The final adoption of the regulations for sports wagering were published in the New Jersey registry yesterday. The New Jersey Division of Gaming Enforcement says this publication marks one of the last legal steps needed to legalize sports betting in the state. The requirements for sports pool licensing are restricted to casinos, the four racetracks or a joint venture. All applicants need to identify a sports wagering lounge within the casino or racetrack. And the cost to apply for a license is $50,000 with a resubmission fee of $50,000 every five years.
“It will be a big boost to the economy of New Jersey and be a big revenue generator for Atlantic City’s casinos or racetracks, which are hurting and save a lot of jobs and create some more,” Senator Ray Lesniak (D-20), a prime sponsor of the sports betting bill.
Some casinos are already offering a taste of sports betting. Without putting any money up, people can win cash prizes with free football game picks promotions.

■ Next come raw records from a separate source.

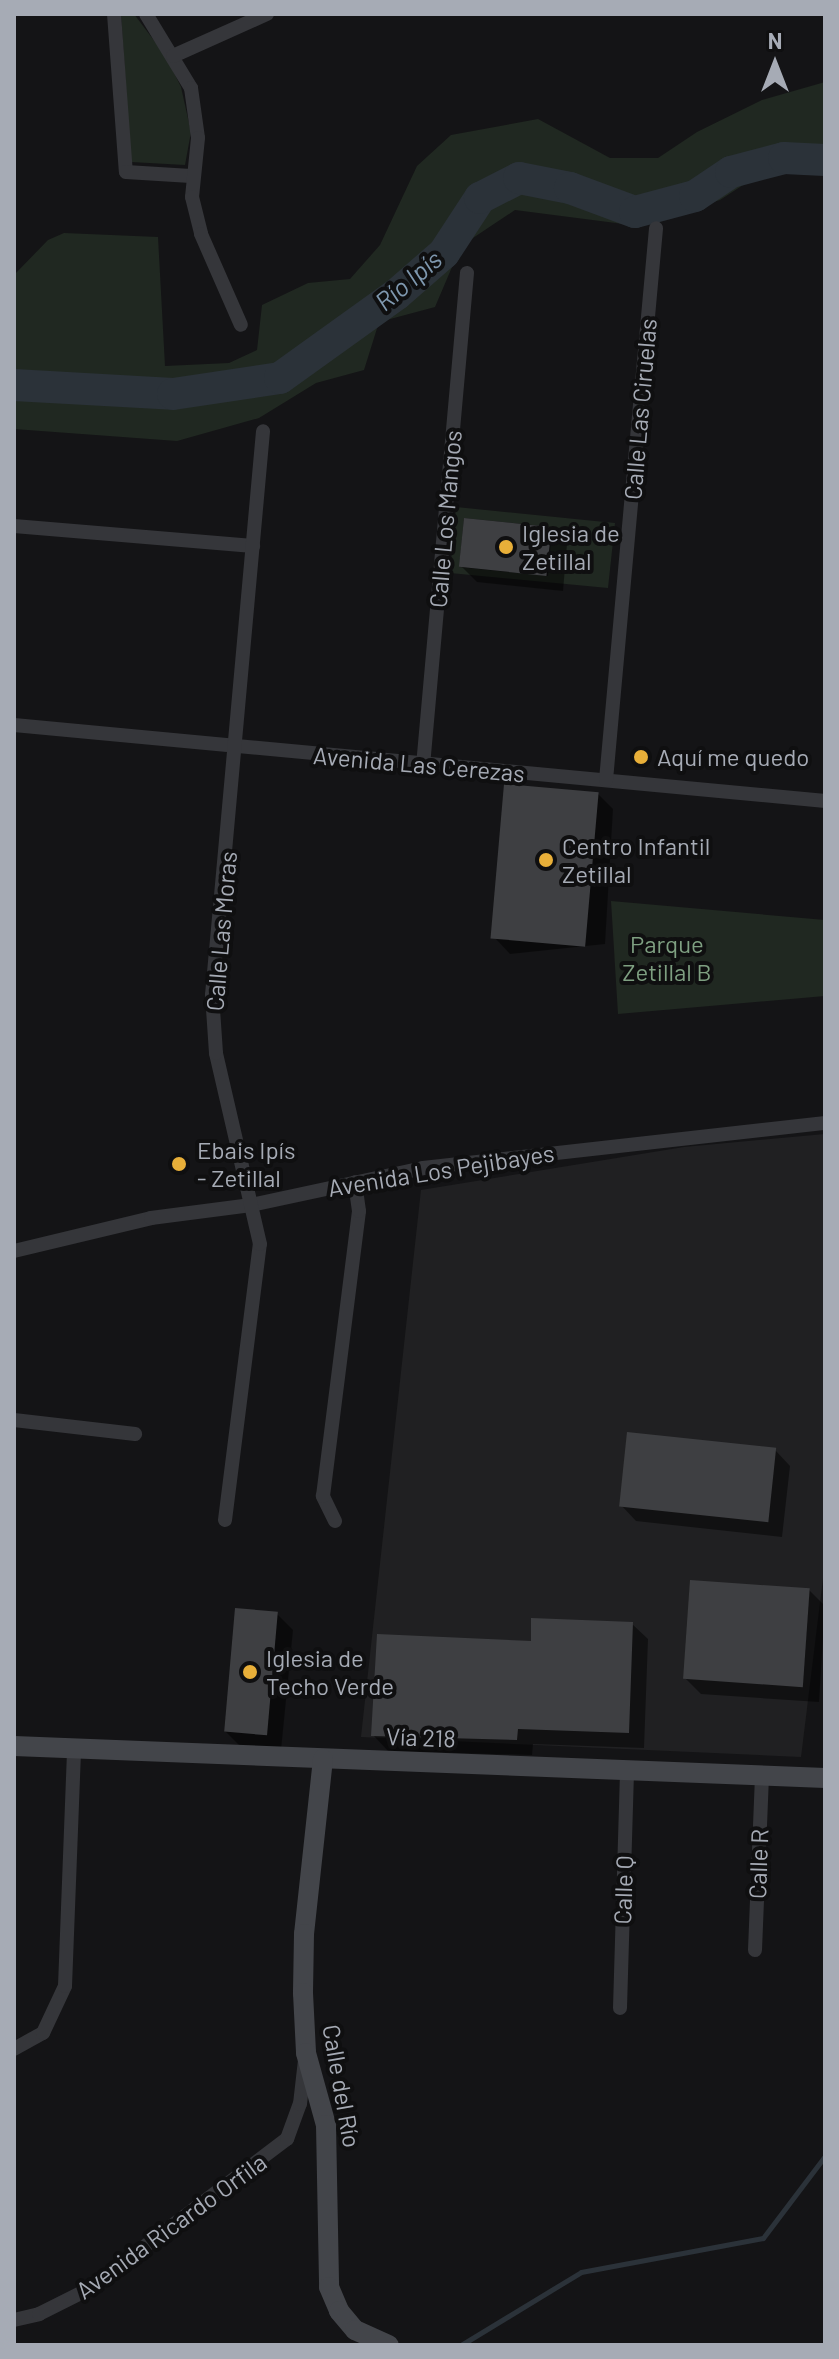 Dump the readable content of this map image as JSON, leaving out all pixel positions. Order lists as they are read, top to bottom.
{
  "streets": {
    "main road": ["Vía 218", "Calle del Río"],
    "street": [
      "Calle Las Ciruelas",
      "Calle Los Mangos",
      "Avenida Las Cerezas",
      "Calle Las Moras",
      "Avenida Los Pejibayes",
      "Calle R",
      "Calle Q",
      "Avenida Ricardo Orfila"
    ]
  },
  "crossings": [
    ["Calle Las Ciruelas", "Avenida Las Cerezas"],
    ["Calle Los Mangos", "Avenida Las Cerezas"],
    ["Avenida Las Cerezas", "Calle Las Moras"],
    ["Calle Las Moras", "Avenida Los Pejibayes"],
    ["Vía 218", "Calle R"],
    ["Vía 218", "Calle Q"],
    ["Vía 218", "Calle del Río"],
    ["Calle del Río", "Avenida Ricardo Orfila"]
  ],
  "water": ["Río Ipís"],
  "parks": ["Parque Zetillal B"],
  "places": [
    "Iglesia de Zetillal",
    "Aquí me quedo",
    "Centro Infantil Zetillal",
    "Ebais Ipís - Zetillal",
    "Iglesia de Techo Verde"
  ],
  "north": "top"
}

However, with news of these regulations, the NCAA is pulling championship games out of New Jersey because the organization’s sports wagering policy prohibits the conducting of any championship session in a state with legal wagering that is based on a single game betting. Some of the events include Division One women’s basketball championships in Trenton, and women’s lacrosse championships in Montclair. Gov. Christie today called the NCAA’s decision “ludicrous and hypocritical” and Sen. Lesniak agrees.
“The NCAA action makes no sense,” said Lesniak. It’s not going to impact us economically at all, and as a matter of fact, when we have sports betting, expect others to follow suit and the only place the NCAA will hold games will be in Utah.”
There is a still another roadblock. In August, the major professional sports leagues and the NCAA sued New Jersey state officials in federal court to stop the state from implementing sports wagering. New Jersey says about $380 million a year is wagered illegally on sporting events and argues that it will not damage the integrity of the major sports leagues, as they have claimed.
“We’re going to make sure this federal law is declared unconstitutional so we can have right here in the state of New Jersey what Nevada has,” Lesniak said.
Although the federal suit is ongoing, the Division of Gaming Enforcement is accepting applications, but none have been filed to date. The organization says no licenses will be issued before January 9, 2013.